Ici se place une suite d’épisodes d’environ 1500 vers, qui manquent à un grand nombre de mss., et qui se présentent comme une interpolation par cette raison qu’ils sont écrits en laisses qu’on pourrait appeler, avec M. P. Meyer, dérivatives, car chaque tirade masculine est suivie de la tirade féminine correspondante[3]. Le Roman reprend alors, avec plus de détails, le récit du complot contre Alexandre, seulement indiqué plus haut. Une lettre d’Olympias engage son fils à se défier d’Antipater, seigneur de Sidon, et de Divinuspater, seigneur de Tyr[4]. Alexandre les rap-

  1. Cf. ci-dessus, p. 194 et 213, et Roman de Troie, vers 23 228-23 282.
  2. Cet épisode semble avoir pour source le Valerius complet ou une rédaction intermédiaire entre celui-ci et l’abrégé de Valerius. Voir § 3 et P. Meyer. Alexandre, etc., II, 194, 195.

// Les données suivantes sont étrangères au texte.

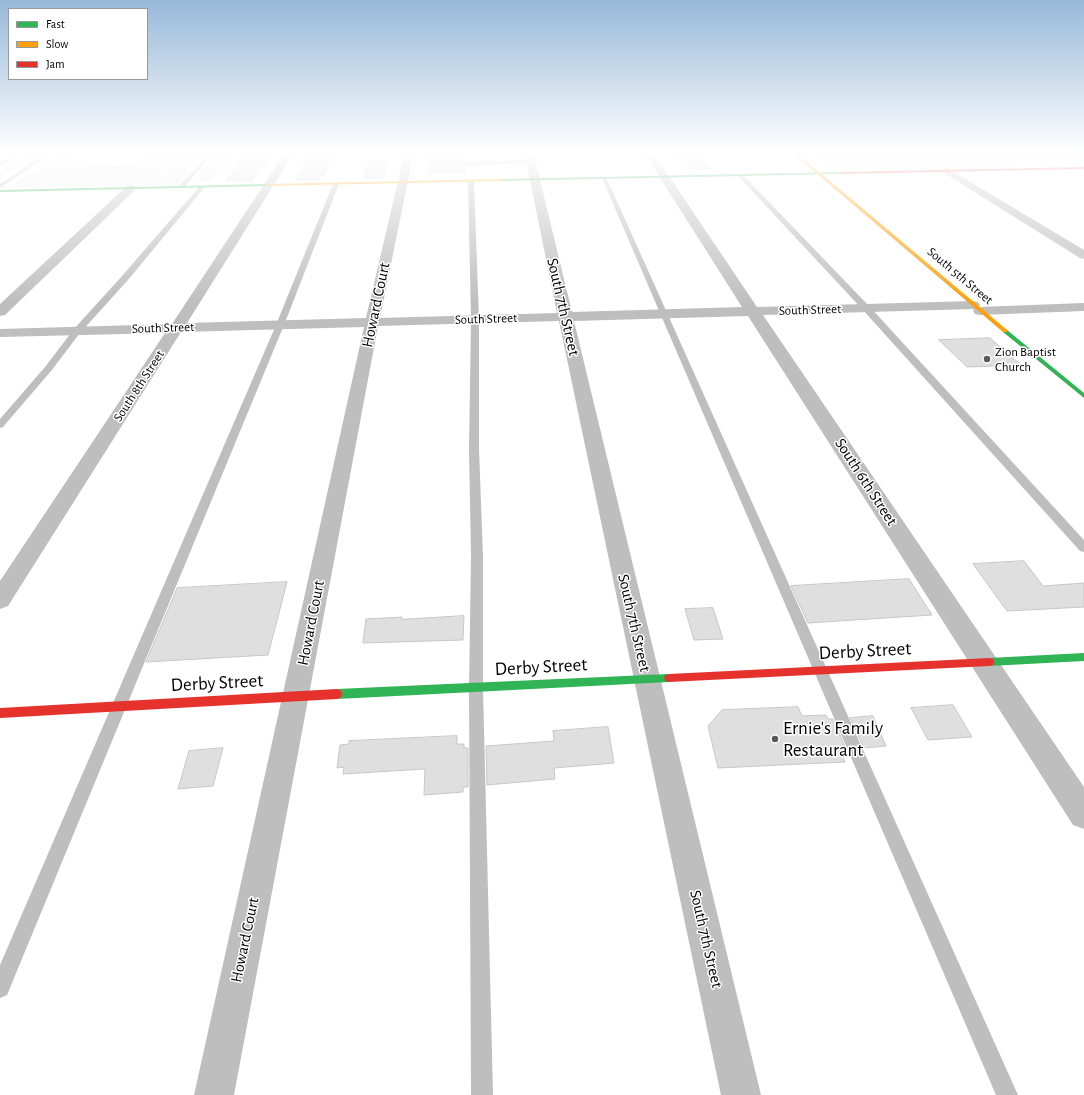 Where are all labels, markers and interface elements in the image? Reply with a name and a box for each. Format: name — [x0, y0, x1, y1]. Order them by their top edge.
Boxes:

  3. À l’instigation d’un certain Gratien, qui se plaint à lui de son seigneur le duc Melcis, Alexandre envahit la Chaldée. Il assiège d’abord Defur, que tenaient deux frères vassaux du duc, Dauris et Floridas, prend la ville et unit à Dauris Escavie, fille de Melcis, qui vient d’être tué par Gratien. Floridas, à son tour, reçoit Cassandre, fille du roi de Caras, Solomas, après qu’Alexandre a emporté cette ville. Le trouveur raconte ensuite un séjour de deux semaines à Tarse, auprès de la reine Candace, l’aventure de l’eau qui n’est potable que pour celui qui n’est ni traître ni avare, et qu’Alexandre ne peut boire parce qu’il vient de faire preuve de convoitise, enfin celle de l’œil humain dessiné sur une pierre, qui est excessivement lourd lorsqu’il est découvert, et pèse moins que deux besants d’or lorsqu’il est couvert. Ce dernier épisode, qui ne figure pas dans le Roman imprimé, a été publié par M. P. Meyer, Romania, XI, 228 et suiv. Il dérive de l’Alexandri magni iter ad Paradisum, œuvre de la première moitié du xiie siècle, dont l’origine première semble être dans le Talmud. L’œil (une pierre précieuse) y est remis à Alexandre par un habitant d’une ville complètement fermée située sur une ile du Gange, et qui répond ainsi à sa demande de soumission, ajoutant que, lorsqu’il connaîtra la nature et la vertu de cette pierre, il perdra toute ambition. Revenu dans ses États, un vieillard juif lui apprend que cette ville est le séjour des âmes des justes : l’œil, auquel rien ne peut faire contrepoids et qui devient plus léger qu’une plume lorsqu’on le couvre d’un peu de poussière, signifie la convoitise humaine, et en particulier celle d’Alexandre. Voir P. Meyer, l. l., p. 48, et sur l’origine chaldéenne de plusieurs traits du Voyage d’Alexandre, Bruno Meissner, Alexander und Gilgamos (Halle, 1894), et Romania, XXIV, 153.
  4. Ceci est en contradiction avec la première partie du Roman, où Tyr est donnée à Antipater.